A lot of paper is used currently to warn of the energy dependence of the European Union (EU) on Russia and its dire political and – especially – security consequences.
The Baltic Sea Region is significant in the context of the EU as its members like Estonia, Latvia, Lithuania and Poland are even said to be in danger of losing their independence because of them being – even in comparison with other EU member-states – overtly dependent on Russian (Gazprom) natural gas supplies.
Instead of reaffirming and reifying the views stated above, this essay aims to provide a critical investigation into the question of the over-dependence of the Baltic Sea Region on Russian gas supplies and its possible security consequences.
So, the research question of this essay is:
Is the dependence on Russian gas a security threat for the states of the Baltic Sea Region?
Exploring the question this paper will deal first and foremost with the three Baltic states mentioned above and Poland, as they are especially in danger according to a common view and they claim to be in danger according to their policy-makers.

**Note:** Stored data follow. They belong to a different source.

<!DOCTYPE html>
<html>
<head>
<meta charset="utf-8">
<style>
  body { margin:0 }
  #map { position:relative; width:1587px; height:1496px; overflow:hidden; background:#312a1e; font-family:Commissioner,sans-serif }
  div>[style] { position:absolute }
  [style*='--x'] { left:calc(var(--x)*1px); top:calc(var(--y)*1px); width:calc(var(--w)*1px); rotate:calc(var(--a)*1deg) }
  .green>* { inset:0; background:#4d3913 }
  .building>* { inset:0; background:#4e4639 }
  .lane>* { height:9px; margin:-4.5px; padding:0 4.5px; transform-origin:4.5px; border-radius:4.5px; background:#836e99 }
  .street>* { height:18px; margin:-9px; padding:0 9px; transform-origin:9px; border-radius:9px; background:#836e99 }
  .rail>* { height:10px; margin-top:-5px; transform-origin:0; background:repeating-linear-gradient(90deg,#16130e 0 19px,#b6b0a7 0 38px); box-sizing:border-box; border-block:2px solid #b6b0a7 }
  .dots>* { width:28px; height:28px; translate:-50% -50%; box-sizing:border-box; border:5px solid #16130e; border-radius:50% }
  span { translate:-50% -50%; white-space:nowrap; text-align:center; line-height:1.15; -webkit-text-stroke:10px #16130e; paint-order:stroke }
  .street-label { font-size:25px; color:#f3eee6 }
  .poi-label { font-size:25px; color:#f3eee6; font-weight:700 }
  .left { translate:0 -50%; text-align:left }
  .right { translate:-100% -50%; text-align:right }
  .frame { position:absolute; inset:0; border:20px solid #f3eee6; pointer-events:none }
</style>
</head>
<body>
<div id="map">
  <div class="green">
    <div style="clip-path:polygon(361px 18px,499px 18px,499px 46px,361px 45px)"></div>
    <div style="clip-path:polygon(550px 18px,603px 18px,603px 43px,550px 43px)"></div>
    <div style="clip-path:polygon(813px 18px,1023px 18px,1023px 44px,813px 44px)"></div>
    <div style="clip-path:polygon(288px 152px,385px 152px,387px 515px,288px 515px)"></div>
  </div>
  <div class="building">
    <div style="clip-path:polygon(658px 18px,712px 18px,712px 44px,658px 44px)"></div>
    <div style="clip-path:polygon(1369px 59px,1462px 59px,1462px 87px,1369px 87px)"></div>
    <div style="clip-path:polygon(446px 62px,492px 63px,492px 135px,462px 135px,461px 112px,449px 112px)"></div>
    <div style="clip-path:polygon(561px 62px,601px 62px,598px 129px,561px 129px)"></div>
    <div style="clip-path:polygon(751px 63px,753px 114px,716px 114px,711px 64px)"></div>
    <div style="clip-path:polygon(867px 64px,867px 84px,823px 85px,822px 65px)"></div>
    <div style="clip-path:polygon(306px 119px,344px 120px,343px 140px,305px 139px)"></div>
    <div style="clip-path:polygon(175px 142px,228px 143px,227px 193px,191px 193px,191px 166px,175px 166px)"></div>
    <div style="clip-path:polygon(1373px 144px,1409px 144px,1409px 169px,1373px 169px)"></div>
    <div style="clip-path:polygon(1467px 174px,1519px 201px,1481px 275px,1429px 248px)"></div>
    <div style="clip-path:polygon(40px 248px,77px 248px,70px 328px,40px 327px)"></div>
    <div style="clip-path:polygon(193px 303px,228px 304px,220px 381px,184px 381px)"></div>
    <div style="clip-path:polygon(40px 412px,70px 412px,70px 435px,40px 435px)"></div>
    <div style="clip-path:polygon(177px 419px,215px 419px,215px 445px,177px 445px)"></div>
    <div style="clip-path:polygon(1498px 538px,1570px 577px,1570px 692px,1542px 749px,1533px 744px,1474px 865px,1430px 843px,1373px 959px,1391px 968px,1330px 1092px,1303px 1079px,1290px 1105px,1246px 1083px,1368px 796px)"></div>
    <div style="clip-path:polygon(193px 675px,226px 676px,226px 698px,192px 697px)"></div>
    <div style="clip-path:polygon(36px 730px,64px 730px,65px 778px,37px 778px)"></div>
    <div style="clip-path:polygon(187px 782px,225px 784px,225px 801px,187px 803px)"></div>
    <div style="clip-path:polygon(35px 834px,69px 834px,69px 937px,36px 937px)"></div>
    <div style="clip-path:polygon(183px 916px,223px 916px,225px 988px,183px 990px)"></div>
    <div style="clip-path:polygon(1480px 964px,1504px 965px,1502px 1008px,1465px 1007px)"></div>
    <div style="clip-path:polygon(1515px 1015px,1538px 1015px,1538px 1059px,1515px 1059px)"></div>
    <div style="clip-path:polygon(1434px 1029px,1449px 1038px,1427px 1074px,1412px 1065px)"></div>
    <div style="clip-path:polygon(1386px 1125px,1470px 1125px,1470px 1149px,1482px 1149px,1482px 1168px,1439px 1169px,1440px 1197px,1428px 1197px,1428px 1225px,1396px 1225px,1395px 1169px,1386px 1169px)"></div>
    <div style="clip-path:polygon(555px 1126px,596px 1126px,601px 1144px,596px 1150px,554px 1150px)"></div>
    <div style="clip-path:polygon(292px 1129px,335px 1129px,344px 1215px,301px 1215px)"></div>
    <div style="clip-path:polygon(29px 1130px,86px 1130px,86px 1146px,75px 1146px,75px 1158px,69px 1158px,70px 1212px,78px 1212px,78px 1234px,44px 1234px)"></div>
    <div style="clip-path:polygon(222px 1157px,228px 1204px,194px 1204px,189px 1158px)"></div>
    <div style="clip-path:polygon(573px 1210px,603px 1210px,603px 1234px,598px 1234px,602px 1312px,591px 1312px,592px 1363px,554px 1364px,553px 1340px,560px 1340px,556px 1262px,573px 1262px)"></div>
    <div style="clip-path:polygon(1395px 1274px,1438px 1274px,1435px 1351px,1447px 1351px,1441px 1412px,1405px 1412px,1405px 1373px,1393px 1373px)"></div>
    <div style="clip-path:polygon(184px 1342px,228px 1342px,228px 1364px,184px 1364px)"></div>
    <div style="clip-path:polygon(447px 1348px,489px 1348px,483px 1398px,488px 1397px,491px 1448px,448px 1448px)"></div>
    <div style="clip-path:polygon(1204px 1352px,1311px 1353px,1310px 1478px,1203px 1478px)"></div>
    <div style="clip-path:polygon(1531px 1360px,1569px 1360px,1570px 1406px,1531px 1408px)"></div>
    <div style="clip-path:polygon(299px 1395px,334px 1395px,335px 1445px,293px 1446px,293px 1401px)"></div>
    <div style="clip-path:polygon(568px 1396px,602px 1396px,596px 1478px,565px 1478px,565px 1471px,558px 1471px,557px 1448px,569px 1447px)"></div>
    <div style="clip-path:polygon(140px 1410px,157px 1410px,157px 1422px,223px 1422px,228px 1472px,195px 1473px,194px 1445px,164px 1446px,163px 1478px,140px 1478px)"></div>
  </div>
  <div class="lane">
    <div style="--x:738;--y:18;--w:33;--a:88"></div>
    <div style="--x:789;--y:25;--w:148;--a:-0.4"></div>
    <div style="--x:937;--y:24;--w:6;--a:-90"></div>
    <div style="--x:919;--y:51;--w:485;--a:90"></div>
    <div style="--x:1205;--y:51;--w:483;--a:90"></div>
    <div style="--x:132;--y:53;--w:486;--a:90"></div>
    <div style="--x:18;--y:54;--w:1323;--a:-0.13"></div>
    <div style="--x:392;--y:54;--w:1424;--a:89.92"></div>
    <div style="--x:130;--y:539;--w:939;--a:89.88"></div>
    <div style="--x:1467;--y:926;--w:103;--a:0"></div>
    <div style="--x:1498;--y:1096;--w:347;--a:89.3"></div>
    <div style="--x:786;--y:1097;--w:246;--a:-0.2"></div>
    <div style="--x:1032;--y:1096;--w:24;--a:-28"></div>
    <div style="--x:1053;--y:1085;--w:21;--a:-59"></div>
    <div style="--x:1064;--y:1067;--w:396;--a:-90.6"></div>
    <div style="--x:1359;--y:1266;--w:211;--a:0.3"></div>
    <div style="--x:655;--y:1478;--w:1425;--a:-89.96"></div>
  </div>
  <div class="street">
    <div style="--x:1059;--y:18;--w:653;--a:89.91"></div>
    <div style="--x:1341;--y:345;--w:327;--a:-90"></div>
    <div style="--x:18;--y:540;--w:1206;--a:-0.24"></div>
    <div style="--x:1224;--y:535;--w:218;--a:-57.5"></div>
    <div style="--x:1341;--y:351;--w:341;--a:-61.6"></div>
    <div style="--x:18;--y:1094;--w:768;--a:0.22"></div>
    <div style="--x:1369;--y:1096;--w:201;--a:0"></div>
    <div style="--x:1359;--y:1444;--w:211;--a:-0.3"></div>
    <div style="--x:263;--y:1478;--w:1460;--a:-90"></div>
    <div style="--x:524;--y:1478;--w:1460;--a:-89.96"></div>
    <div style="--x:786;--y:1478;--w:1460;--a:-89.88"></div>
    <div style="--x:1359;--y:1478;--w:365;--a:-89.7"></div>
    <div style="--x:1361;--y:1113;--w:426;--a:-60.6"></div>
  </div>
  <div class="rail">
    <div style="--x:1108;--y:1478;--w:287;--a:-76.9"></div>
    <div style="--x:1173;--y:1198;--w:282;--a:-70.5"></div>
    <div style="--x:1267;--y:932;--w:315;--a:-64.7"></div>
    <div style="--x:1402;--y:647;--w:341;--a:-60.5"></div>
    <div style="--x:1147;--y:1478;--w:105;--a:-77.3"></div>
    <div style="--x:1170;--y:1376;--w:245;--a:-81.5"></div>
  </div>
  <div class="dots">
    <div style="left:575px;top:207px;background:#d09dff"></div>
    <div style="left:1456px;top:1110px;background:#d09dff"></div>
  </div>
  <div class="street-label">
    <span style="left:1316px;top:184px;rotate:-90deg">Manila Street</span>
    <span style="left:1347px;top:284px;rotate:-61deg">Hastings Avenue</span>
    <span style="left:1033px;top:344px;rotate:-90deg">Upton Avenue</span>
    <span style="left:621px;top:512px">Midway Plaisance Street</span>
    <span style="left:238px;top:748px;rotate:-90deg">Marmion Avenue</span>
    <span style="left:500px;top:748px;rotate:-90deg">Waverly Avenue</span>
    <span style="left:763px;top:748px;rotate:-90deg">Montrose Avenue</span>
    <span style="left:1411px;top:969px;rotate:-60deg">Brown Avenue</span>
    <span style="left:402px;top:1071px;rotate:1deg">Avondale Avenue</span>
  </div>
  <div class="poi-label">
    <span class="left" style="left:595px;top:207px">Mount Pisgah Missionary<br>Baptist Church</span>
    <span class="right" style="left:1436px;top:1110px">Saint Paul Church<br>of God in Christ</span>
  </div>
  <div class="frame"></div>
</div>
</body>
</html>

In examining the research topic the essay will first provide a critical definition of geopolitics from which it will depart in answering the question, then shortly state the views of those who claim that the energy – gas – dependence is indeed a security threat and finally examine this ,,security discourse” critically and contrast it with the reality of mutually, economically based, dependence between Russia, the states of the Baltic Sea Region and the EU in general.
Geopolitics and the energy security discourse
According to a new, critical view of geopolitics, it is not all about ,,natural” geostrategic interests of states which would be inevitable and constant and provide both a rationale and justification for the exercise of power over space.
In contrast, geopolitics is about discourse as it is:
“A discursive practice by which intellectuals versed in ‘statecraft’ spatialize international politics and represent it as a world characterized by places, peoples and dramas of particular types” (Paasi 1996, p. 14).